In mathematics — specifically, in functional analysis — an Asplund space or strong differentiability space is a type of well-behaved Banach space. Asplund spaces were introduced in 1968 by the mathematician Edgar Asplund, who was interested in the Fréchet differentiability properties of Lipschitz functions on Banach spaces.
Equivalent definitions
There are many equivalent definitions of what it means for a Banach space X to be an Asplund space:
- X is Asplund if, and only if, every separable subspace Y of X has separable continuous dual space Y∗.
- X is Asplund if, and only if, every continuous convex function on any open convex subset U of X is Fréchet differentiable at the points of a dense Gδ-subset of U.
- X is Asplund if, and only if, its dual space X∗ has the Radon–Nikodým property. This property was established by Namioka & Phelps in 1975 and Stegall in 1978.
- X is Asplund if, and only if, every non-empty bounded subset of its dual space X∗ has weak-∗-slices of arbitrarily small diameter.

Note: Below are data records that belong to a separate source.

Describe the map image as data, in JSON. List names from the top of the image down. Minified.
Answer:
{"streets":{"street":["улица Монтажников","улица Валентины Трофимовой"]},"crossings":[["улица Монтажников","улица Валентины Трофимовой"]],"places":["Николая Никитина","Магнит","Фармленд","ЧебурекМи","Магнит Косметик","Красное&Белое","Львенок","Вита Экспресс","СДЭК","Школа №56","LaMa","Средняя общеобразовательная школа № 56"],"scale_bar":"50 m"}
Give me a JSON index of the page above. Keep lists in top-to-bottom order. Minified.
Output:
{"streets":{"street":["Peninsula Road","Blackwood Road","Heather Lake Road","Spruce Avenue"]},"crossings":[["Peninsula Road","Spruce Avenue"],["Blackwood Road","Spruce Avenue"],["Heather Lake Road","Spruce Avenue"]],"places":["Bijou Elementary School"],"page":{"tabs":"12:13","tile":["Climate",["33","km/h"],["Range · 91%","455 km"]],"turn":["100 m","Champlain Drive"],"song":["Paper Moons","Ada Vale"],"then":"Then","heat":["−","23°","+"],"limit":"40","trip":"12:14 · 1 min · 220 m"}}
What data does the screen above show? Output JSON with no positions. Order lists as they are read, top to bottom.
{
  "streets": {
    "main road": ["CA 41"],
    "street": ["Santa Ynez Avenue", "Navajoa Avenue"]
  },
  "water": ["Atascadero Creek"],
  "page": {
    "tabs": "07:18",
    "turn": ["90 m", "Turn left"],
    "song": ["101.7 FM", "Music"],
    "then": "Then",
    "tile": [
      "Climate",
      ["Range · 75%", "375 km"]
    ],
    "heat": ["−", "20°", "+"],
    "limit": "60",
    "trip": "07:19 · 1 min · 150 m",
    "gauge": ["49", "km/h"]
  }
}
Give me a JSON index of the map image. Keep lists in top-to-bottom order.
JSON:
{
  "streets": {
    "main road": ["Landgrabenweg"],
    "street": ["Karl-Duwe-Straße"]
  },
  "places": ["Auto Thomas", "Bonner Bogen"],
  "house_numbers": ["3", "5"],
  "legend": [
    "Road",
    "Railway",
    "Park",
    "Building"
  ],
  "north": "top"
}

- X is Asplund if and only if every non-empty weakly-∗ compact convex subset of the dual space X∗ is the weakly-∗ closed convex hull of its weakly-∗ strongly exposed points. In 1975, Huff & Morris showed that this property is equivalent to the statement that every bounded, closed and convex subset of the dual space X∗ is closed convex hull of its extreme points.